I wanted to hold on to the feeling of her hands firm and strong and steady around mine. I wanted to remember her ferocity, her desire, her faith. Before she could answer, I spoke again.

“You’re squeezing my hands really hard Mom,” I said so I wouldn’t forget.

“I know I’m squeezing your hands hard. I’m squeezing your hands hard,” she repeated.

“Yeah.” I affirmed, my voice soft and broken.

“But I love the hands anyway,” she said.

“I know you do Mom.”

“Well I’ll get your little hands out of out of out of claw claw claw cloggy anyway.”

I laughed through my tears.

“I hope I do,” she said, and laughed a little too. This was a gift. She rarely laughed any more, a “mask-like face” being one of the side effects of the drugs she was being given. I hated that. I missed her smile and her laugh.

“I hope you do too Mom,” I said.

“Well I hope you get a good good good good good gishy now.” She set her jaw the way she did, and tapped the back of my hand.

“A good what?” I laughed again.

“A little gishy.” She tapped faster. “Gishy gishy gishy mummy mummy mummy,” she said.

“Mummy,” I echoed. I didn’t recall ever calling her mummy; although I may have as a small child. It’s what she called her own mother. She still did sometimes when she spoke of her. “Shall I get us some tea?” I asked.

“Get us some tea,” she replied. “That would be good. I want you to mess me a nice cup of tea.” She started to pat my hand again, fast and furious. “Okay my darling. Okay my sweetheart,” she said. She hadn’t called me darling or sweetheart in quite some time. Pat pat pat pat pat pat….ratatatatat. Ratatatatat. Ratatatatat. My arm was a percussion instrument.

“Would you like a cookie with it?” I knew the answer. But I asked the same question every day anyway.
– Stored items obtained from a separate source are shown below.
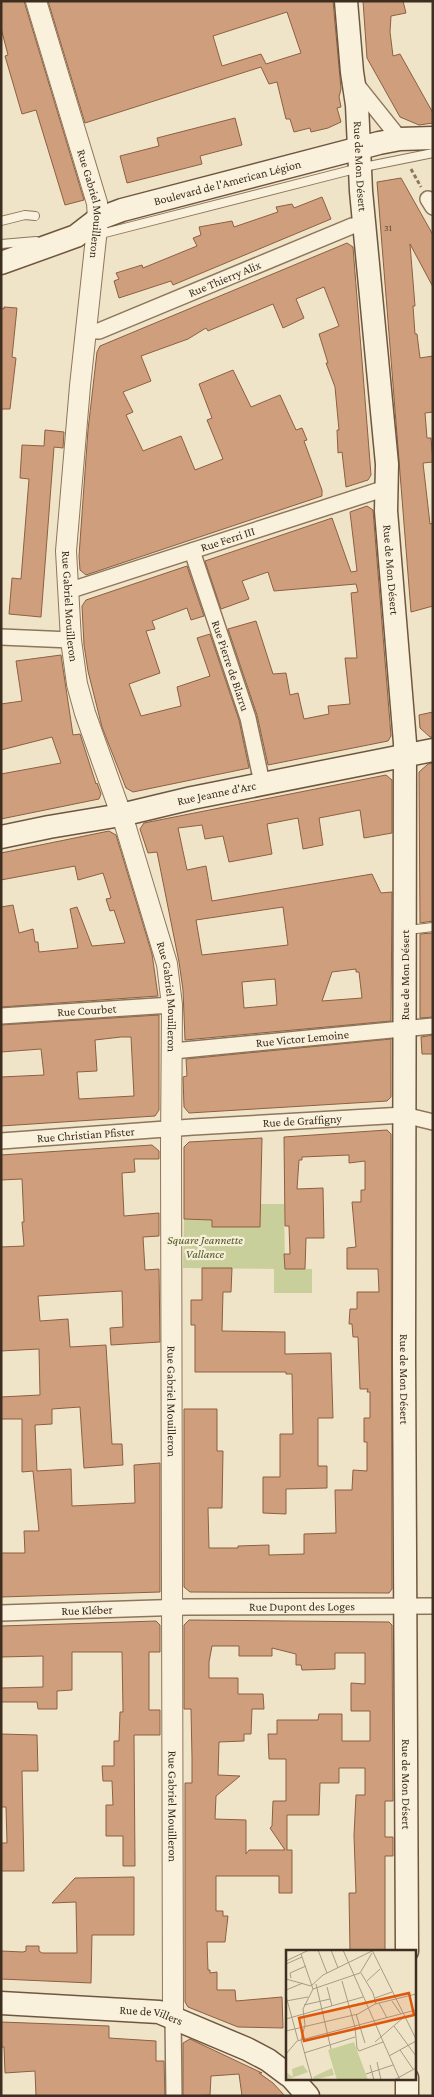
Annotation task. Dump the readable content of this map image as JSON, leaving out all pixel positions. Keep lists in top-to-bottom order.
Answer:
{
  "streets": {
    "main road": [
      "Rue de Mon Désert",
      "Boulevard de l'American Légion",
      "Rue Jeanne d'Arc",
      "Rue de Villers"
    ],
    "street": [
      "Rue Gabriel Mouilleron",
      "Rue Thierry Alix",
      "Rue Ferri III",
      "Rue Pierre de Blarru",
      "Rue Courbet",
      "Rue Victor Lemoine",
      "Rue de Graffigny",
      "Rue Christian Pfister",
      "Rue Dupont des Loges",
      "Rue Kléber"
    ]
  },
  "crossings": [
    ["Rue de Mon Désert", "Boulevard de l'American Légion"],
    ["Rue de Mon Désert", "Rue Thierry Alix"],
    ["Rue de Mon Désert", "Rue Ferri III"],
    ["Rue de Mon Désert", "Rue Jeanne d'Arc"],
    ["Rue de Mon Désert", "Rue Victor Lemoine"],
    ["Rue de Mon Désert", "Rue de Graffigny"],
    ["Rue de Mon Désert", "Rue Dupont des Loges"],
    ["Boulevard de l'American Légion", "Rue Gabriel Mouilleron"],
    ["Rue Gabriel Mouilleron", "Rue Thierry Alix"],
    ["Rue Gabriel Mouilleron", "Rue Ferri III"],
    ["Rue Gabriel Mouilleron", "Rue Jeanne d'Arc"],
    ["Rue Gabriel Mouilleron", "Rue Courbet"],
    ["Rue Gabriel Mouilleron", "Rue Victor Lemoine"],
    ["Rue Gabriel Mouilleron", "Rue de Graffigny"],
    ["Rue Gabriel Mouilleron", "Rue Christian Pfister"],
    ["Rue Gabriel Mouilleron", "Rue Dupont des Loges"],
    ["Rue Gabriel Mouilleron", "Rue Kléber"],
    ["Rue Gabriel Mouilleron", "Rue de Villers"],
    ["Rue Ferri III", "Rue Pierre de Blarru"],
    ["Rue Pierre de Blarru", "Rue Jeanne d'Arc"],
    ["Rue de Graffigny", "Rue Christian Pfister"],
    ["Rue Dupont des Loges", "Rue Kléber"]
  ],
  "parks": ["Square Jeannette Vallance"],
  "house_numbers": ["31"]
}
“A cookie with it?” She looked at me, still holding my hands. “That would be nice my darling. That would be nice.”

And it was.

August 2015

Subscribe to my free updates here.

11 Comments

  1. Thank you for sharing that, Susan! It’s the small moments that can stay written on our hearts forever. I’m so sad for people who don’t visit or focus only on loss–they miss heart connection like this.

  2. What a wonderful description of being in a heart to heart connection. You were both with each other and it shows. Things rarely turn out the way we plan, but the love still shines through.
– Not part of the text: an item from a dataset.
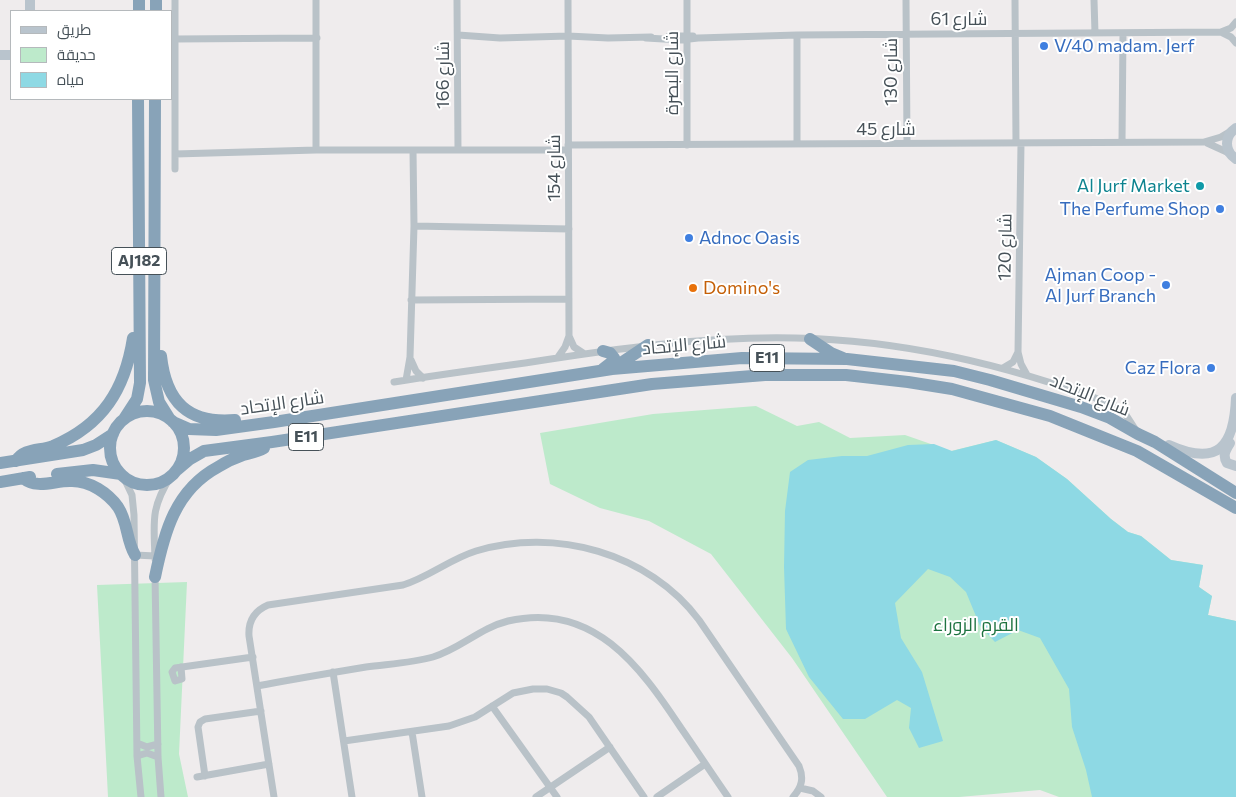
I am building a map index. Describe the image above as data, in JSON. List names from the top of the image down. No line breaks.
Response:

  3. I love you Suzy. You are beyond perfection. I’ve always admired your ability to know yourself and express your feelings. In fact I cherish that about you. My heart embraces you. Now and always. xoxoxo

  4. It’s these moments that matter, as you know. And I know that at times the emotions take over and the tears flow. And I am not in the same boat as you but both of our boats are slowly sinking … and free advice is worth what you pay!
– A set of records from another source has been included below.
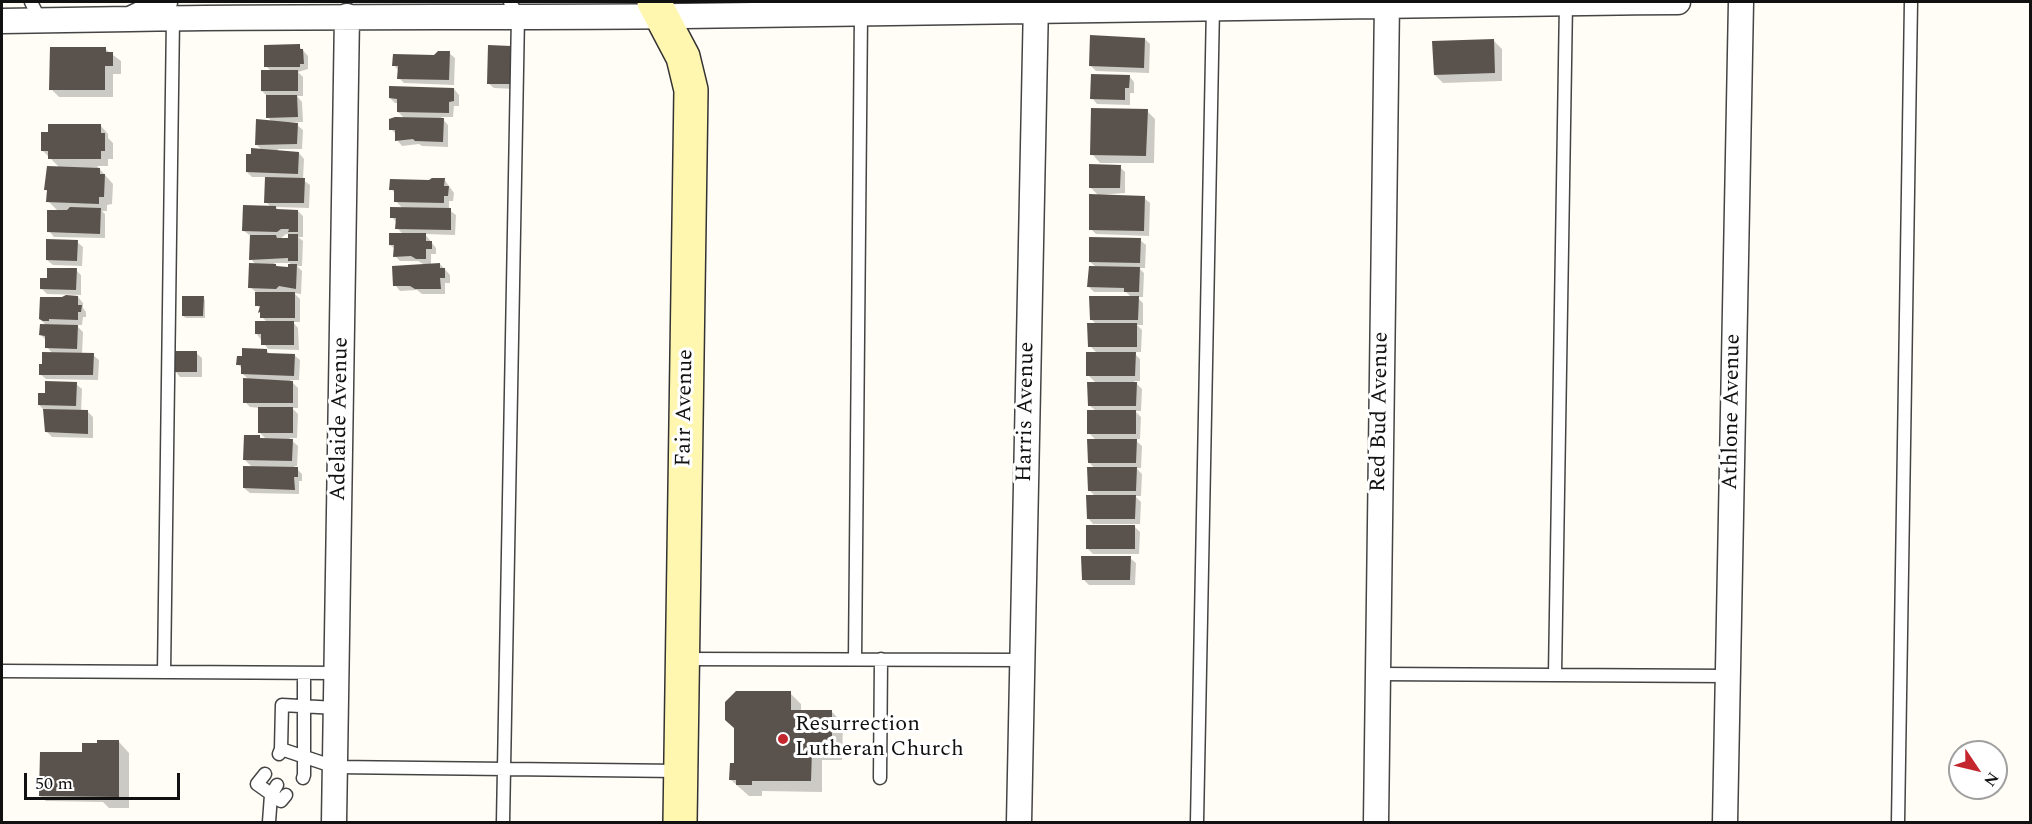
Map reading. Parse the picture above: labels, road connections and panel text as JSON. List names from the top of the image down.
{
  "streets": {
    "street": [
      "Fair Avenue",
      "Harris Avenue",
      "Red Bud Avenue",
      "Athlone Avenue",
      "Adelaide Avenue"
    ]
  },
  "places": ["Resurrection Lutheran Church"],
  "scale_bar": "50 m",
  "north": "bottom right"
}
    I have learned to really be in the here and now with Gregory. The past is gone, the future has not yet arrived, all we really have is today, now! When we have those conversations (more one sided now days) time flies and the past and future dare not show their heads. Later that night, as I am drifting off to sleep is when I realize, WOW, that visit, or that hour, or that exchange was totally in the here and now. If I had thought that at the moment, it would have swept me out of the here and now. So I am with Gregory and who he is NOW, and I hold his hand NOW, and we communicate in what ever way we can NOW and I don’t think too much about it, I just enjoy it. There will be plenty of time to look back Susan, give the HERE and NOW a chance. You’ve been very good to your mom whether things have worked out like you had hoped or not. Your heart is in the right place and mom knows that! HERE and NOW. HERE and NOW. HERE and NOW. It is all we really have! Fondly,
    Michael

    • Hmmmm. The only way I could be more present in these moments with Mom is if time actually stood still. I am totally “here and now” with her and I don’t know what would have given you the impression otherwise.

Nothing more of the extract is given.